-- What the exercise asks --
The answer must consist solely of the lines from the start of the records through the line containing "g.lineJoin = 'round';", restated word for word, with no pictures.

Dataset entries:
[Start of section]
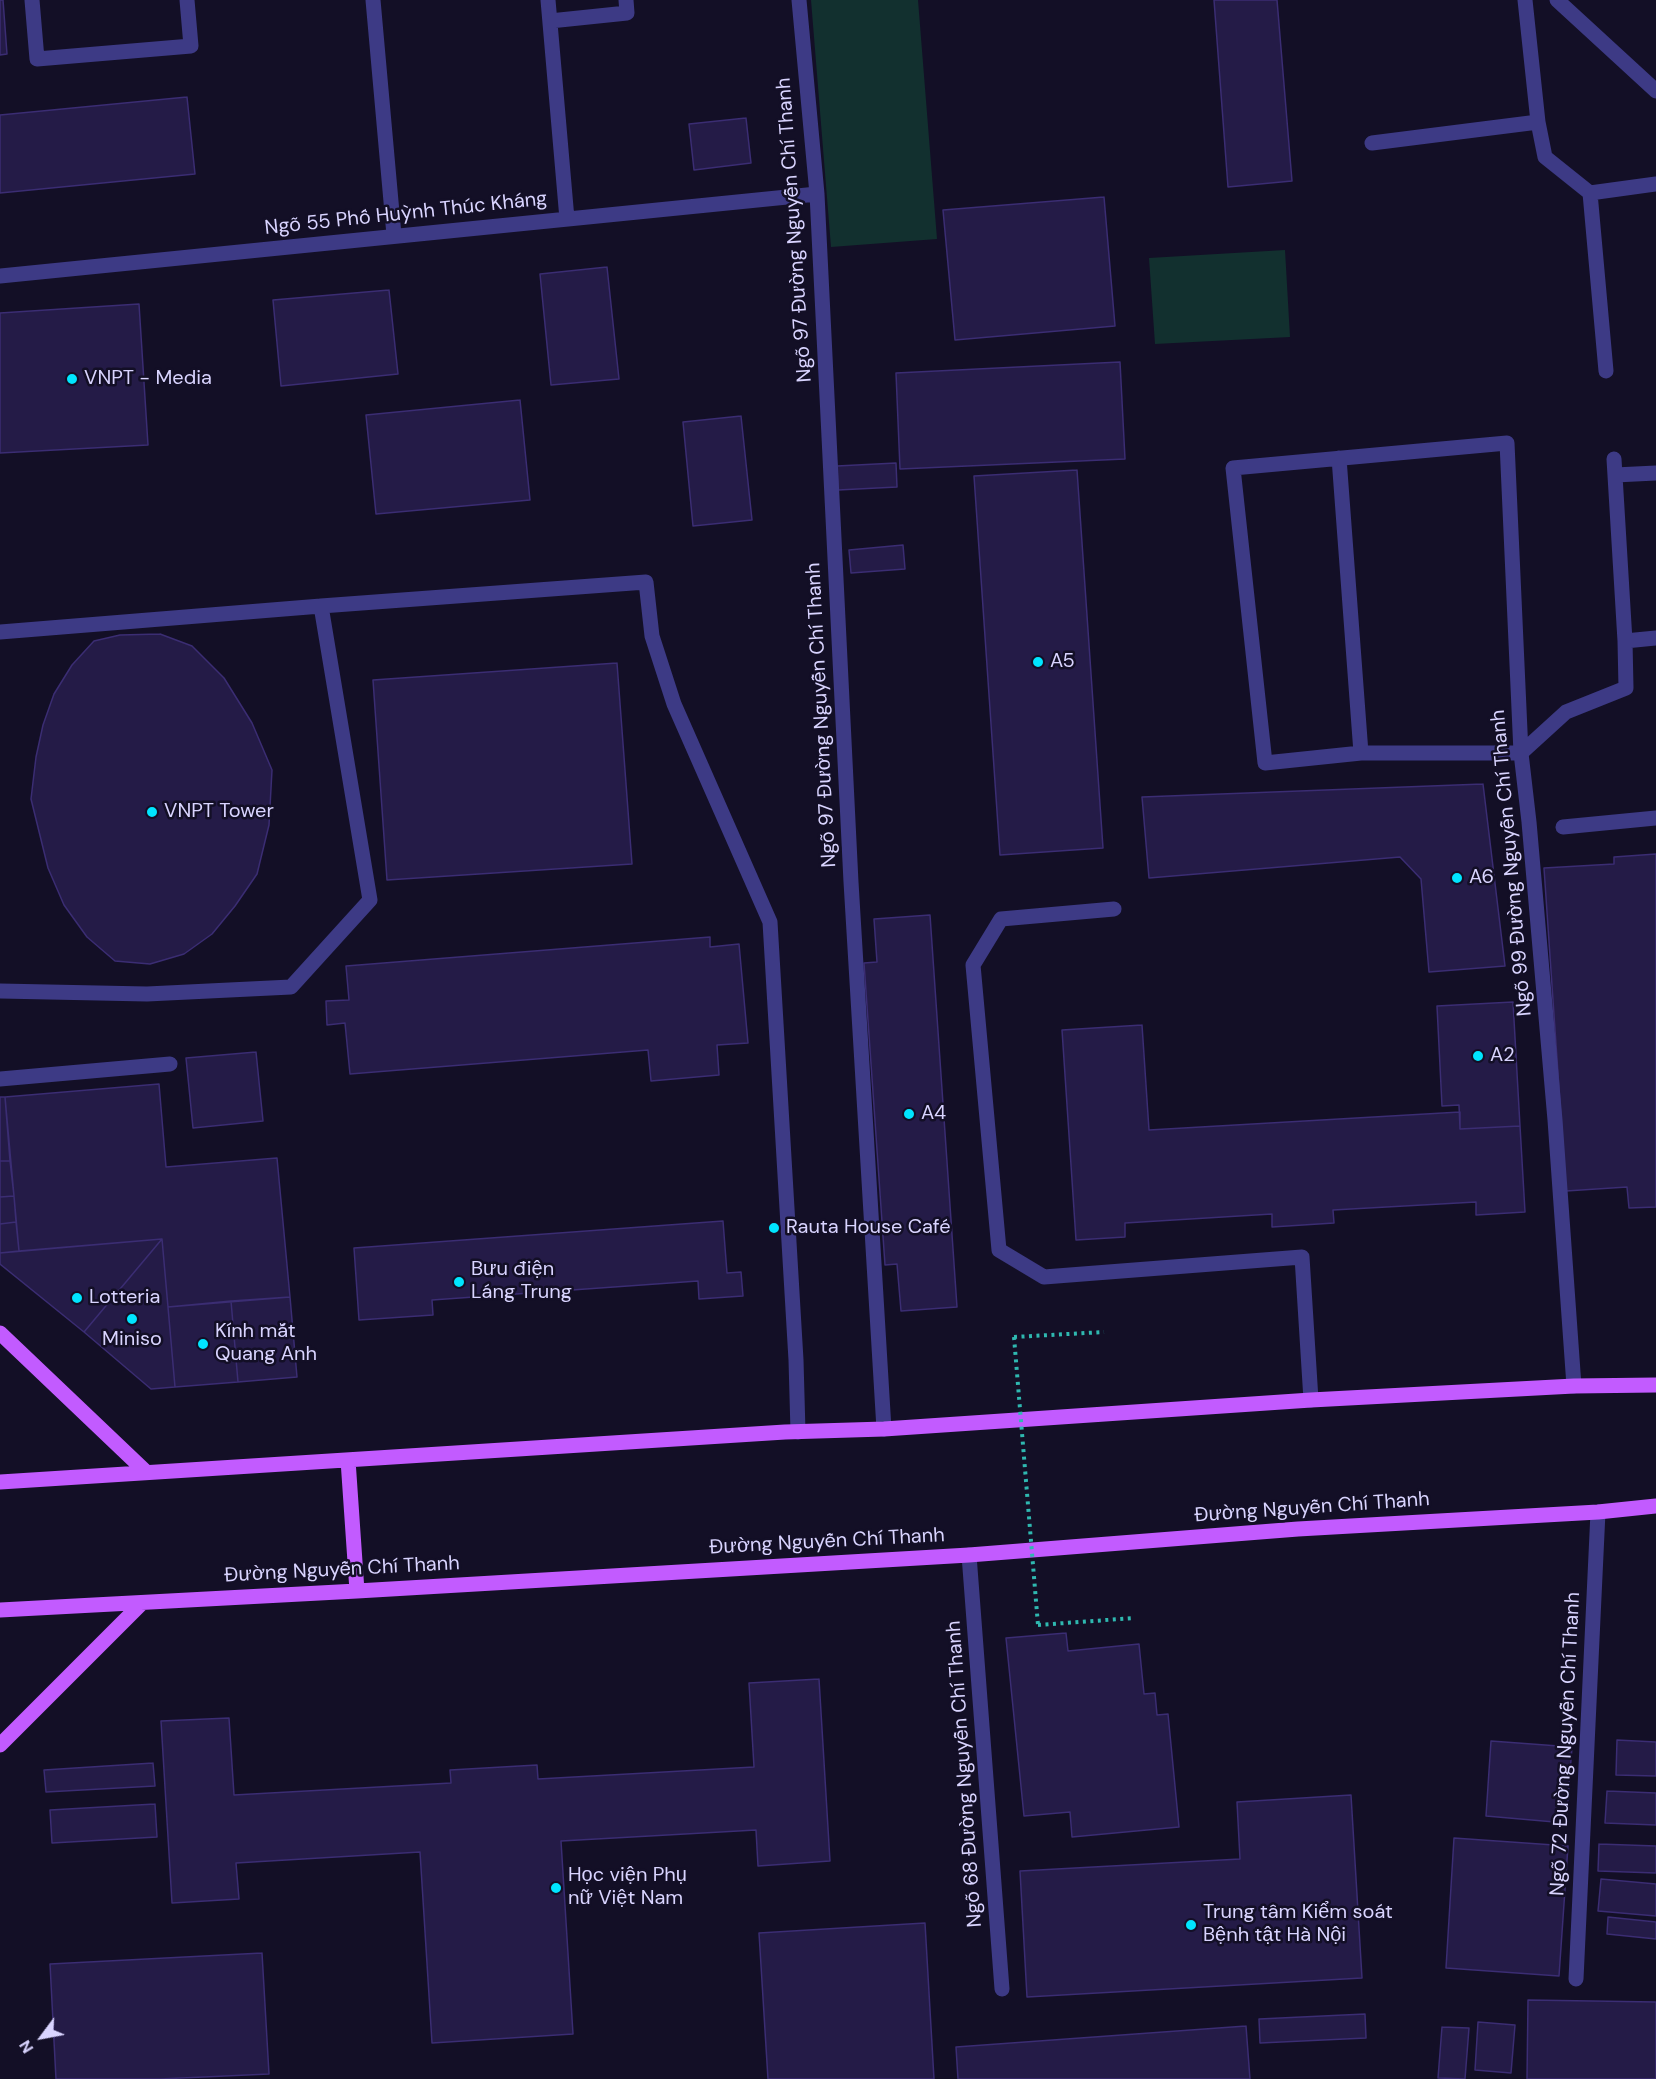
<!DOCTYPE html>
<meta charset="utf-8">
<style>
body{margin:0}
#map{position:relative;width:1656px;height:2079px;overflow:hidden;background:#130f26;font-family:"DM Sans",sans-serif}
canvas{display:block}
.north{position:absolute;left:12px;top:2007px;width:60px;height:60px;-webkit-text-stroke:4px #130f26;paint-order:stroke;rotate:238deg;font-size:16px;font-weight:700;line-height:24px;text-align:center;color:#d9d4ff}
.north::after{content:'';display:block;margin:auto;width:21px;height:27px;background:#d9d4ff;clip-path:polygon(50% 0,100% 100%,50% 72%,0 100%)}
</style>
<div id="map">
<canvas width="1656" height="2079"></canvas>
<div class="north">N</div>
</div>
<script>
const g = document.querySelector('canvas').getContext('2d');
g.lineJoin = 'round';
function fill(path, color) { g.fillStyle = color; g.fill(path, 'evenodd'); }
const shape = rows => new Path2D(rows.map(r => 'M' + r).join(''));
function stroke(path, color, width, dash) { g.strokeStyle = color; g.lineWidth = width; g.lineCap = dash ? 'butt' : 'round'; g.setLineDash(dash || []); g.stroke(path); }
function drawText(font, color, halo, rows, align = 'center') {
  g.font = font + ' "DM Sans",sans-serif'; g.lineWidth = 5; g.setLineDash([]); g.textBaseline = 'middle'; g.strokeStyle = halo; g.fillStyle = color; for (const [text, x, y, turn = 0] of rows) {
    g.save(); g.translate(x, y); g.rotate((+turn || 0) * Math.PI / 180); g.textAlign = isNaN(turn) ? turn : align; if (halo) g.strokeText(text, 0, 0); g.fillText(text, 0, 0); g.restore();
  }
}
fill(shape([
 [811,0,918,0,937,239,831,247],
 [1285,250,1290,337,1155,344,1149,258]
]), '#12302f');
const building = shape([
 [0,0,3,0,7,54,0,55,0,0],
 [1214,0,1277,0,1292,181,1228,187,1214,0],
 [187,97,195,174,0,193,0,115,187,97],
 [746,118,751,163,694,170,689,124,746,118],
 [1104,197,1115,326,955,340,943,210,1104,197],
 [607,267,619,379,551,385,540,274,607,267],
 [389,290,398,374,281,386,273,300,389,290],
 [139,304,148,445,0,453,0,313,139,304],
 [1120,362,1125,459,900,469,896,373,1120,362],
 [520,400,530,500,376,514,366,415,520,400],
 [741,416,752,520,693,526,683,422,741,416],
 [896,463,897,487,838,490,837,466,896,463],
 [1077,470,1103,848,1000,855,974,476,1077,470],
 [903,545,905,569,851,573,849,550,903,545],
 [160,634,192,646,224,678,252,723,272,770,269,825,257,874,235,906,212,934,184,954,150,964,115,961,87,937,64,905,48,868,31,799,36,757,43,725,54,694,72,665,94,641,120,635,160,634],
 [617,663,632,864,387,880,373,680,617,663],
 [1483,784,1505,966,1429,972,1421,879,1400,857,1149,878,1142,797,1483,784],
 [1656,854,1656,1207,1629,1208,1627,1187,1566,1191,1544,868,1614,864,1614,857,1656,854],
 [930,915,957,1307,901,1311,897,1264,885,1265,864,963,877,962,874,919,930,915],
 [710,937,710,947,739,944,748,1043,717,1045,719,1075,651,1081,648,1050,350,1074,345,1023,327,1025,326,1001,349,1000,346,966,710,937],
 [1513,1002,1520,1126,1460,1129,1459,1105,1442,1106,1437,1006,1513,1002],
 [1142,1025,1149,1130,1460,1112,1460,1129,1520,1126,1525,1212,1476,1215,1476,1202,1333,1210,1334,1223,1272,1227,1272,1214,1125,1223,1125,1237,1076,1240,1062,1030,1142,1025],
 [256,1052,263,1121,193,1128,186,1058,256,1052],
 [159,1084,166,1167,277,1158,290,1297,168,1307,162,1239,19,1251,5,1097,159,1084],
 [0,1097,5,1097,10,1161,0,1161,0,1097],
 [0,1161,10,1161,14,1196,0,1197,0,1161],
 [14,1196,16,1222,0,1224,0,1197,14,1196],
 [723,1221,727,1273,741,1272,743,1296,699,1299,698,1281,432,1300,433,1315,359,1320,354,1248,723,1221],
 [16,1222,19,1251,0,1253,0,1224,16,1222],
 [162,1239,84,1332,0,1264,0,1253,162,1239],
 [162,1239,175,1387,151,1389,84,1332,162,1239],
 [290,1297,297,1377,238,1382,231,1301,290,1297],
 [231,1301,238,1382,175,1387,168,1307,231,1301],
 [1066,1633,1068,1651,1139,1644,1144,1694,1155,1693,1157,1715,1168,1714,1179,1827,1072,1837,1070,1812,1024,1816,1006,1638,1066,1633],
 [819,1679,830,1861,758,1866,756,1830,561,1841,573,2034,432,2043,420,1852,236,1863,239,1899,172,1903,161,1721,229,1718,234,1795,451,1783,450,1770,537,1765,538,1779,754,1767,749,1683,819,1679],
 [1617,1740,1656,1742,1656,1776,1616,1775,1617,1740],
 [1491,1741,1572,1747,1566,1823,1486,1816,1491,1741],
 [153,1763,155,1786,46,1792,44,1770,153,1763],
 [1607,1791,1656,1793,1656,1825,1605,1823,1607,1791],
 [1351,1795,1362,1978,1027,1997,1020,1871,1240,1859,1237,1802,1351,1795],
 [155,1804,157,1837,52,1843,50,1810,155,1804],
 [1454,1838,1568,1846,1559,1976,1446,1968,1454,1838],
 [1599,1844,1656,1846,1656,1873,1598,1871,1599,1844],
 [1601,1879,1656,1884,1656,1916,1598,1911,1601,1879],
 [1608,1917,1656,1922,1656,1939,1607,1934,1608,1917],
 [925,1923,934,2079,768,2079,759,1933,925,1923],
 [262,1953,269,2074,160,2079,56,2079,50,1964,262,1953],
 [1528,2000,1656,2002,1656,2079,1527,2079,1528,2000],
 [1365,2014,1366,2038,1260,2043,1259,2019,1365,2014],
 [1478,2022,1515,2025,1511,2073,1475,2070,1478,2022],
 [1246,2026,1250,2079,958,2079,956,2047,1246,2026],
 [1442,2027,1469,2028,1465,2079,1438,2078,1442,2027]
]);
fill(building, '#241b47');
stroke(building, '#3b2d73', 1.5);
stroke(shape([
 [1014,1337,1104,1332],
 [1038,1625,1134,1618]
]), '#2fb8b0', 4, [3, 4.5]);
stroke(shape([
 [32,0,37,59,191,46,187,0],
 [373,0,394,235],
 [548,0,567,219],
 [799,0,817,194,851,882,884,1429],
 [1525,0,1538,122,1545,157,1590,193,1656,184],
 [1557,0,1656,91],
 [550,21,627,13,626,0],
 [1372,143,1538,122],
 [1590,193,1606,371],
 [0,276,817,194],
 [1339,458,1361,753],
 [1615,475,1656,473],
 [0,632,321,606,646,582,652,636,674,704,770,922,796,1360,798,1432],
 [1625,641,1656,638],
 [1563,827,1656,818],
 [1114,909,1001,919,973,965,999,1250,1044,1277,1302,1257,1311,1400],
 [0,991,147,994,291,987,370,900,321,606],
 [0,1079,170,1064],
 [1574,1386,1555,1120,1529,822,1521,753,1507,443,1233,468,1265,763,1361,753,1521,753,1566,712,1626,688,1625,641,1614,459],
 [969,1555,1002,1989],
 [1576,1979,1598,1512]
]), '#3d3a85', 15);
stroke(shape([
 [0,1333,145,1471],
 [348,1460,357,1591],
 [0,1482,785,1432,884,1429,1311,1400,1574,1386,1656,1385],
 [0,1610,357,1591,969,1555,1298,1529,1598,1512,1656,1506],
 [0,1745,142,1603]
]), '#c25bff', 15);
stroke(shape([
 [1014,1337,1038,1625]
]), '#2fb8b0', 4, [3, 4.5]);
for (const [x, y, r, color] of [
 [72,379,6,"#00e5ff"],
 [1038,662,6,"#00e5ff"],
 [152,812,6,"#00e5ff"],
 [1457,878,6,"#00e5ff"],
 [1478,1056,6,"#00e5ff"],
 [909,1114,6,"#00e5ff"],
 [774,1228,6,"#00e5ff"],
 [459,1282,6,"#00e5ff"],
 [77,1298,6,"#00e5ff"],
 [132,1319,6,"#00e5ff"],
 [203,1344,6,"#00e5ff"],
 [556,1888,6,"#00e5ff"],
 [1191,1925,6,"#00e5ff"]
]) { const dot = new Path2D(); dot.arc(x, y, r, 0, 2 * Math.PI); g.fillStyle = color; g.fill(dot); stroke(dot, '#130f26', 2); }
drawText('20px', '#d9d4ff', '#130f26', [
 ["Ngõ 55 Phố Huỳnh Thúc Kháng",406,214,-6],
 ["Ngõ 97 Đường Nguyễn Chí Thanh",795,230,-94],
 ["Ngõ 97 Đường Nguyễn Chí Thanh",822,715,-93],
 ["Ngõ 99 Đường Nguyễn Chí Thanh",1512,863,-95],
 ["Đường Nguyễn Chí Thanh",1312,1508,-4],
 ["Đường Nguyễn Chí Thanh",827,1542,-3],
 ["Đường Nguyễn Chí Thanh",342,1570,-3],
 ["Ngõ 72 Đường Nguyễn Chí Thanh",1566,1744,-87],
 ["Ngõ 68 Đường Nguyễn Chí Thanh",965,1774,-94]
]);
drawText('20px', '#d9d4ff', '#130f26', [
 ["VNPT - Media",84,379],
 ["A5",1050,662],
 ["VNPT Tower",164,812],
 ["A6",1469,878],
 ["A2",1490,1056],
 ["A4",921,1114],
 ["Rauta House Café",786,1228],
 ["Bưu điện",471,1270],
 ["Láng Trung",471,1293],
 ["Lotteria",89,1298],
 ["Kính mắt",215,1332],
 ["Quang Anh",215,1355],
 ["Miniso",132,1340,"center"],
 ["Học viện Phụ",568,1876],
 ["nữ Việt Nam",568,1899],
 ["Trung tâm Kiểm soát",1203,1913],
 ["Bệnh tật Hà Nội",1203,1936]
], 'left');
</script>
[End of section]
-- Answer box --
<!DOCTYPE html>
<meta charset="utf-8">
<style>
body{margin:0}
#map{position:relative;width:1656px;height:2079px;overflow:hidden;background:#130f26;font-family:"DM Sans",sans-serif}
canvas{display:block}
.north{position:absolute;left:12px;top:2007px;width:60px;height:60px;-webkit-text-stroke:4px #130f26;paint-order:stroke;rotate:238deg;font-size:16px;font-weight:700;line-height:24px;text-align:center;color:#d9d4ff}
.north::after{content:'';display:block;margin:auto;width:21px;height:27px;background:#d9d4ff;clip-path:polygon(50% 0,100% 100%,50% 72%,0 100%)}
</style>
<div id="map">
<canvas width="1656" height="2079"></canvas>
<div class="north">N</div>
</div>
<script>
const g = document.querySelector('canvas').getContext('2d');
g.lineJoin = 'round';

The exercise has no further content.